* [Exercise brief]: Where a line below includes the word "filter", copy that line.

────────────────

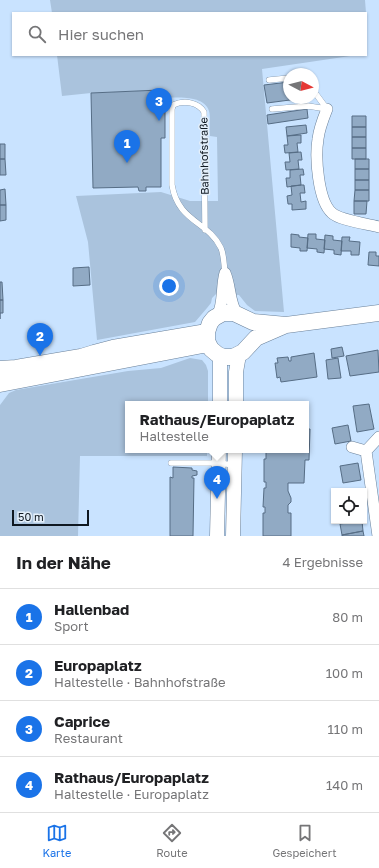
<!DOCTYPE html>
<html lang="de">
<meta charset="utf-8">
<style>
:root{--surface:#fff;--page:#f6f6f6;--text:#202124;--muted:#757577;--line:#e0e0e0;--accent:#1a73e8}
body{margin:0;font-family:"Golos Text",sans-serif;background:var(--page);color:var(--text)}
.controls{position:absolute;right:12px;bottom:12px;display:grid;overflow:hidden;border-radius:0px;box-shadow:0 1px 3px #0004}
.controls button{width:36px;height:36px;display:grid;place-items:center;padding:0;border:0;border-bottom:1px solid var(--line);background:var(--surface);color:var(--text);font:20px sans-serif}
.compass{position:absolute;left:283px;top:68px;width:36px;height:36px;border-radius:50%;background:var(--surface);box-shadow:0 1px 3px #0004;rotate:97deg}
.scale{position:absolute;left:12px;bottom:10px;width:77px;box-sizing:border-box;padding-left:4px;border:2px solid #0f1821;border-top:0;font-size:11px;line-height:14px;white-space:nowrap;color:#0f1821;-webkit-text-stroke:3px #e4effa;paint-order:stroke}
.you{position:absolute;left:169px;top:286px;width:14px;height:14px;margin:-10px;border:3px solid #fff;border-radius:50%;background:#1a73e8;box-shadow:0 0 0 6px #1a73e833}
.badge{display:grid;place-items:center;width:26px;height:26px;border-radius:50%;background:var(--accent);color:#fff;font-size:13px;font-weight:700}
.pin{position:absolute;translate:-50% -33px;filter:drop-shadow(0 1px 2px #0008)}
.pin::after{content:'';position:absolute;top:21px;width:14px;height:12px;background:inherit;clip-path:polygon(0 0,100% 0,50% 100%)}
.popup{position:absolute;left:125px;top:401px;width:184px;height:52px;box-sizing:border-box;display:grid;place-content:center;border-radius:0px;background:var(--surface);filter:drop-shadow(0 1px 3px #0005);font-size:13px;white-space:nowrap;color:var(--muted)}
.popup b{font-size:15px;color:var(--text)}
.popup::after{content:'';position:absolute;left:50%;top:100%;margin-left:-8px;border:8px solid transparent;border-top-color:var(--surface)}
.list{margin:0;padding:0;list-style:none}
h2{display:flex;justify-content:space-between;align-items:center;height:52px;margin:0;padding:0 16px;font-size:17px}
h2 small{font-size:13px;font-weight:400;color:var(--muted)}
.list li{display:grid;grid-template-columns:26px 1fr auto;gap:12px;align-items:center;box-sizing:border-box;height:56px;padding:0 16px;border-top:1px solid var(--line)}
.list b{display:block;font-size:15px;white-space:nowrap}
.list p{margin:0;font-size:13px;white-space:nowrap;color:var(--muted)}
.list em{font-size:13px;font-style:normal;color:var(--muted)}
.icon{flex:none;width:22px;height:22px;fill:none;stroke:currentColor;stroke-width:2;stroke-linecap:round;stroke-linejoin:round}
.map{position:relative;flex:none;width:379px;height:536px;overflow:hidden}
.search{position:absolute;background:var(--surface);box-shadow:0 1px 3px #0004;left:12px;right:12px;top:12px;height:44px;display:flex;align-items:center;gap:10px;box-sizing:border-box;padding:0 14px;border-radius:0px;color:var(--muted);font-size:15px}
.sheet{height:276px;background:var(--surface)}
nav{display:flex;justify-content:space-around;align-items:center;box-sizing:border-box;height:56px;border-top:1px solid var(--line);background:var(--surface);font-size:11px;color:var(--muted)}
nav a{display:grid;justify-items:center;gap:2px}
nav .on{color:var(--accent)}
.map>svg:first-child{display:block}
</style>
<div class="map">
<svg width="379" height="536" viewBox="0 0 379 536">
<rect width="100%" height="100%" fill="#c9e3ff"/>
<path fill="#aac3dd" d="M50,0H365L366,13H52Z
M57,55H357L262,69L284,312L255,311L247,305L239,295L217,293L212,298L211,303L207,308L195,322L97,340L88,242L76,196L161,192L190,201H218L217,137L210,136C209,128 211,118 209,111C204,94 173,98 160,98V90L91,93L62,96Z
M190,358L202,360L206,365L208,371V404H128V450H207V456H80L78,536H0V405L9,393L16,390L128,371L161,368Z"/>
<path fill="#91aac4" stroke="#566d85" d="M289,82V98H305L267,103L264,85Z
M160,90V106H165V138H161V187H146V191H139L138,187L93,188L91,93Z
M307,109L308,118L268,124L267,115Z
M352,116H366V127H352Z
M306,125L307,133L287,136L286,127Z
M352,127H366V137H352Z
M301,135V143H297L298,152L285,153L284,145H288L287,136Z
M352,137H366V148H352Z
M0,144H5V159H0Z
M352,148H366V159H352Z
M301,152L302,160H298L299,169L286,170L285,162H290L289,153Z
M0,159H5L6,175H0Z
M355,159H369V169H355Z
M303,169L304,175H300L301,185L287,187L286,178H290V170Z
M355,169H369V180H355Z
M355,180H369V190H355Z
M301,185H304L305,193H300L301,202L306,201V209L292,210V204H288L287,196L292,195L291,186Z
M5,189L6,205H0V190Z
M355,190H369V201H354Z
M354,201H367L366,214H354Z
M0,205H6V220L0,221Z
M291,234L299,235V237L308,238L307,251H300V248L291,247Z
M308,234H316V239L325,240L324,253L317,252V249L307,248Z
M325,235L333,236V240L342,241L341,255L334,254V250L324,249Z
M342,237H350L349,241L360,242L359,255H351V251H341Z
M369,252H376V256H379V266L368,265Z
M89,267L90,285L73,286V268Z
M0,282H2L3,300H0Z
M0,300H3V313H0V319Z
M342,347L344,356L332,358L331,349Z
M378,350L379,372L350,376L346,356Z
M314,353L317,377L281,382L280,377L277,378L275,363H278L277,358L288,357L289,361H291V357Z
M338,358L341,378L328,379L326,360Z
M369,404L374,429L357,432L353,406Z
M348,425L351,441L335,444L332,428Z
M306,429H310L309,460H305L304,483H288V491L291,498V502L288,505V513H291V536H263V513H265V507H263L264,488H266V482H264V459H266V450H306Z
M358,463L361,480L343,483L340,466Z
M173,467L192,468V470L197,471V475L192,476V478H194L193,536H170V477L173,478Z
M362,521L363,531L342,535L340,524Z
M363,531L364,536H342V535Z"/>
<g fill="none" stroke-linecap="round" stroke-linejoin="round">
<defs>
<path id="service" d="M269,80L289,78
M313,90L327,109
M272,109L308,106L327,109
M205,230L204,112C198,102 184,100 173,105L172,109V185C178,222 208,221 221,248C224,255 224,265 225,273
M171,463H218L234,465"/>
<path id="minor" d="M327,109C323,119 319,129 318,139C315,157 318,201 332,213C339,220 368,224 379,227
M225,273C231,287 229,302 237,314
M217,316C224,305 221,287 225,273
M352,447L366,451
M378,536L366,451L379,437"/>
<path id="tertiary" d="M220,356V404
M236,404V372L239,355
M217,536L219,450
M233,536L235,450"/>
<path id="secondary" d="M286,325L256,338L243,352L233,357H223L217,354L211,349L207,341V332L210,323L214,318L223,313H234L253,322L286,325L379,313
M0,369L16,368L81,357L94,353L113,348L207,332
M0,384L208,344"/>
</defs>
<use href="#service" stroke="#6a819a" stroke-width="6"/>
<use href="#minor" stroke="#6a819a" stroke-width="12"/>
<use href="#tertiary" stroke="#6a819a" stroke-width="15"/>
<use href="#secondary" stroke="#6a819a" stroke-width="17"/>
<use href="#service" stroke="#fff" stroke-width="5.5"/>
<use href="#minor" stroke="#fff" stroke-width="11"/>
<use href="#tertiary" stroke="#fff" stroke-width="14"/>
<use href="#secondary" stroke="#fff" stroke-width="16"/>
</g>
<g text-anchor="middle" stroke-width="3" stroke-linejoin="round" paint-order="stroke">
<g font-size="11" fill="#0f1821" stroke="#e4effa">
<text transform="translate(204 156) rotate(-91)" y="4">Bahnhofstraße</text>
</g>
</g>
</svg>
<div class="controls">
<button><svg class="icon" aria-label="locate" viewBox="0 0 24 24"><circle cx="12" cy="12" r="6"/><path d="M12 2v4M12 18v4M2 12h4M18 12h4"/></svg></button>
</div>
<svg class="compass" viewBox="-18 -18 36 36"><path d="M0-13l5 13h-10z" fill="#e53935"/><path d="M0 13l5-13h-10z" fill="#757577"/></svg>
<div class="scale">50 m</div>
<div class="you"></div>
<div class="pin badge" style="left:127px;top:163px">1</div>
<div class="pin badge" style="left:40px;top:356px">2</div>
<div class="pin badge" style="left:159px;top:121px">3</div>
<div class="pin badge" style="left:217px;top:499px">4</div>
<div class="popup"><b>Rathaus/Europaplatz</b>Haltestelle</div>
<div class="search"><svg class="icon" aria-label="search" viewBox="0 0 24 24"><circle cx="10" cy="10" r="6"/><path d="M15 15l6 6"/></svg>Hier suchen</div>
</div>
<section class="sheet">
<h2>In der Nähe<small>4 Ergebnisse</small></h2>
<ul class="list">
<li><span class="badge">1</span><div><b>Hallenbad</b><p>Sport</p></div><em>80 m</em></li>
<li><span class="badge">2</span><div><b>Europaplatz</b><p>Haltestelle · Bahnhofstraße</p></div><em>100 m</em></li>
<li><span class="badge">3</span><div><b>Caprice</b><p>Restaurant</p></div><em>110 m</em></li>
<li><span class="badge">4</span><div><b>Rathaus/Europaplatz</b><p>Haltestelle · Europaplatz</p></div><em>140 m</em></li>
</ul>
</section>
<nav>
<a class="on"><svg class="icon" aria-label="map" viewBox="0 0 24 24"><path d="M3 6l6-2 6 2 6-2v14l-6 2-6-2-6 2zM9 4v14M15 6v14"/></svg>Karte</a>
<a><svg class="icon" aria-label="directions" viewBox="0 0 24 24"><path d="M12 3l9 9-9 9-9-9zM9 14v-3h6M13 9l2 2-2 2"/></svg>Route</a>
<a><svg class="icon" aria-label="saved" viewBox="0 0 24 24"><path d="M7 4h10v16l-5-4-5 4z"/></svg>Gespeichert</a>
</nav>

────────────────

* [Answer area]:
.pin{position:absolute;translate:-50% -33px;filter:drop-shadow(0 1px 2px #0008)}
.popup{position:absolute;left:125px;top:401px;width:184px;height:52px;box-sizing:border-box;display:grid;place-content:center;border-radius:0px;background:var(--surface);filter:drop-shadow(0 1px 3px #0005);font-size:13px;white-space:nowrap;color:var(--muted)}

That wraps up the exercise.